Be tubed for your school
Students in the state's first scholastic surf meet are thrilled at the opportunity to represent their peers
By Alexandre Da Silva
As Castle High School's surf club adviser, teacher Paul Detton meets with students during lunch to talk about riding waves and view surf movies, and he has arranged winter field trips to watch professional contests on the North Shore.
But actually going into the ocean with them has always been off-limits -- until now.
Hawaii public school students will finally hit the surf in official tournaments beginning Saturday, nearly four years since the state Board of Education approved surfing as an interscholastic sport.

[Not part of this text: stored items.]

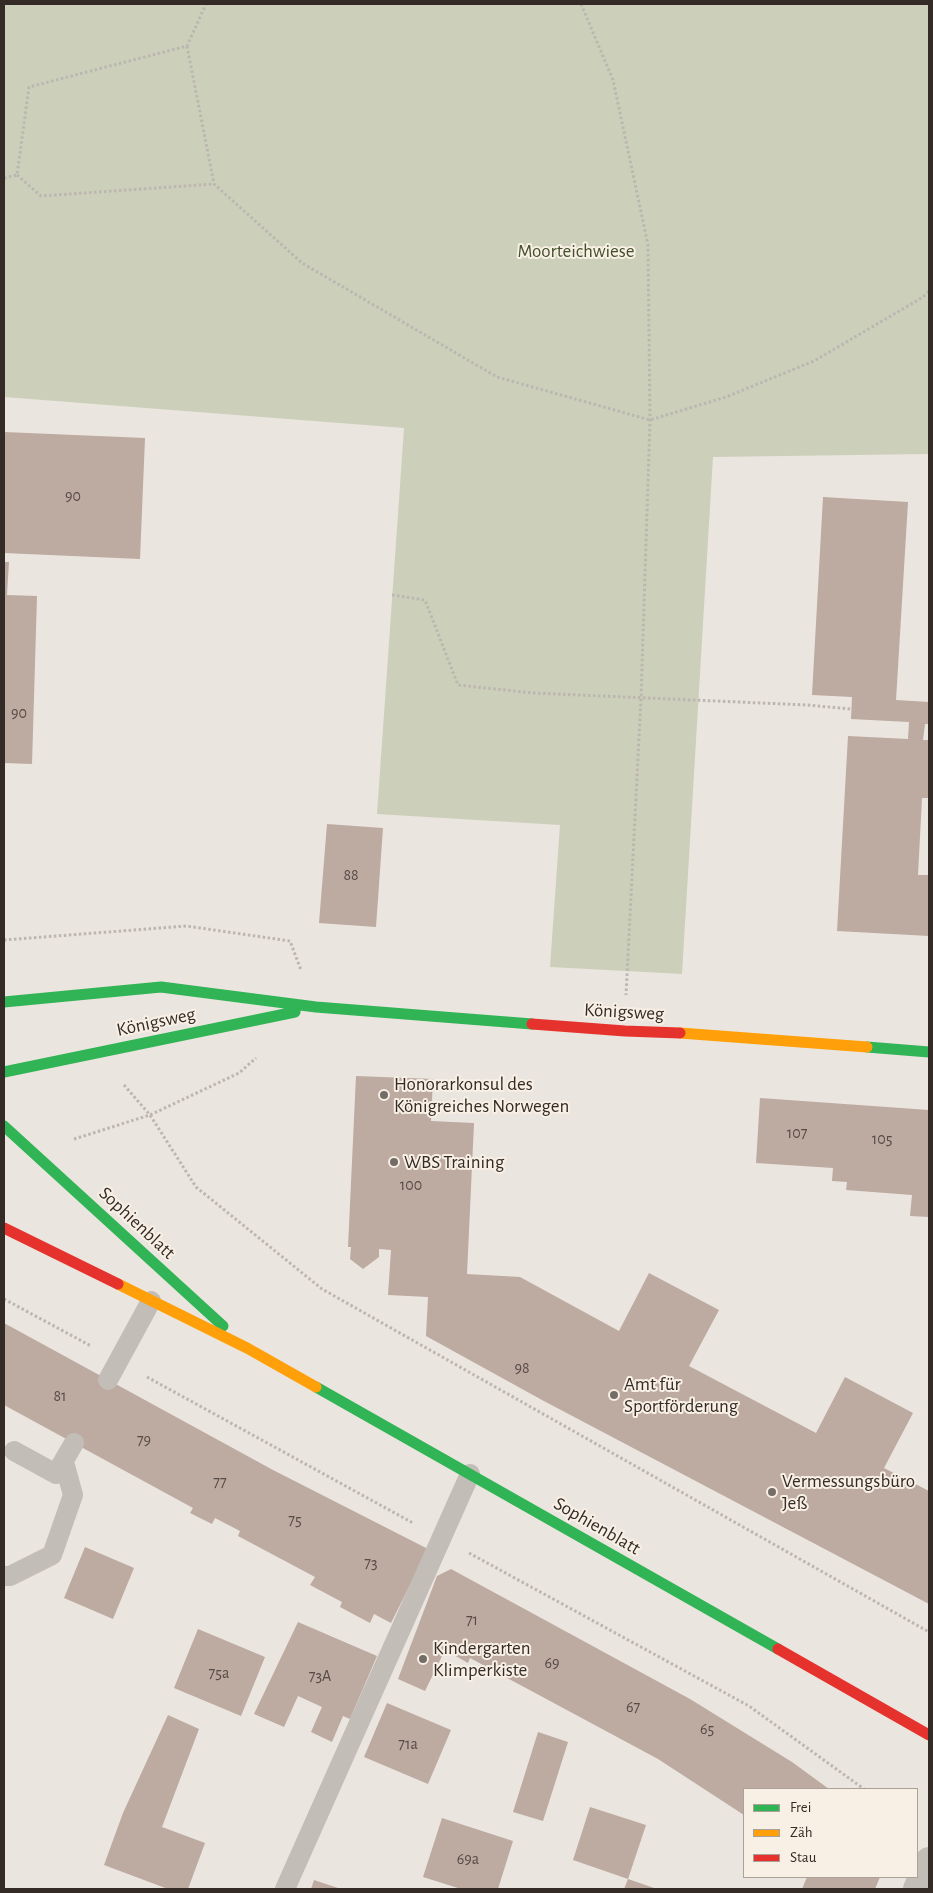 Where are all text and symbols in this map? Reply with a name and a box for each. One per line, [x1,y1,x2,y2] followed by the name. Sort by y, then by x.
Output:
[517,240,635,262] park label: Moorteichwiese
[65,486,81,506] house number: 90
[11,703,27,723] house number: 90
[343,865,359,885] house number: 88
[583,999,665,1025] street label: Königsweg
[114,1003,198,1041] street label: Königsweg
[394,1073,569,1117] place label: Honorarkonsul des Königreiches Norwegen
[378,1089,390,1101] marker: Honorarkonsul des Königreiches Norwegen
[787,1123,807,1143] house number: 107
[872,1129,892,1149] house number: 105
[404,1151,504,1173] place label: WBS Training
[388,1156,400,1168] marker: WBS Training
[400,1175,422,1195] house number: 100
[94,1182,180,1264] street label: Sophienblatt
[514,1358,530,1378] house number: 98
[624,1373,738,1417] place label: Amt für Sportförderung
[53,1386,67,1406] house number: 81
[608,1389,620,1401] marker: Amt für Sportförderung
[137,1430,151,1450] house number: 79
[782,1470,915,1514] place label: Vermessungsbüro Jeß
[213,1472,227,1492] house number: 77
[766,1486,778,1498] marker: Vermessungsbüro Jeß
[550,1492,644,1560] street label: Sophienblatt
[288,1510,302,1530] house number: 75
[364,1553,378,1573] house number: 73
[466,1610,478,1630] house number: 71
[433,1637,531,1681] place label: Kindergarten Klimperkiste
[417,1653,429,1665] marker: Kindergarten Klimperkiste
[544,1653,560,1673] house number: 69
[209,1663,229,1683] house number: 75a
[309,1666,331,1686] house number: 73A
[626,1697,640,1717] house number: 67
[700,1719,714,1739] house number: 65
[398,1734,418,1754] house number: 71a
[743,1788,918,1878] legend
[790,1800,811,1815] text: Frei
[790,1825,813,1840] text: Zäh
[457,1849,479,1869] house number: 69a
[790,1850,816,1865] text: Stau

"I've always wanted to try, always wanted to compete," Castle High senior Cody Akiona, 17, said on a recent afternoon as he waxed his longboard and looked at a clean swell brushing Kualoa Point. "Now, since I'm a senior at the school, I might as well try it."
His club is scheduled to face off against surfers from Kaimuki, Kalaheo and Kahuku on Saturday at Flies, a break off Kakaako Waterfront Park in downtown Honolulu. They also will compete on the West Side, first at Nanakuli Tracks in April and then at Maili Point in May, to determine who will clinch the inaugural title, organizers said.
The school board's May 2004 vote to recognize surfing was considered overdue by proponents who struggled to understand how, of all places, Hawaii lacked high school surfing. Schools in New York, South Carolina and Florida all have surf clubs, while California has about 140 schools participating in surf competitions, officials said.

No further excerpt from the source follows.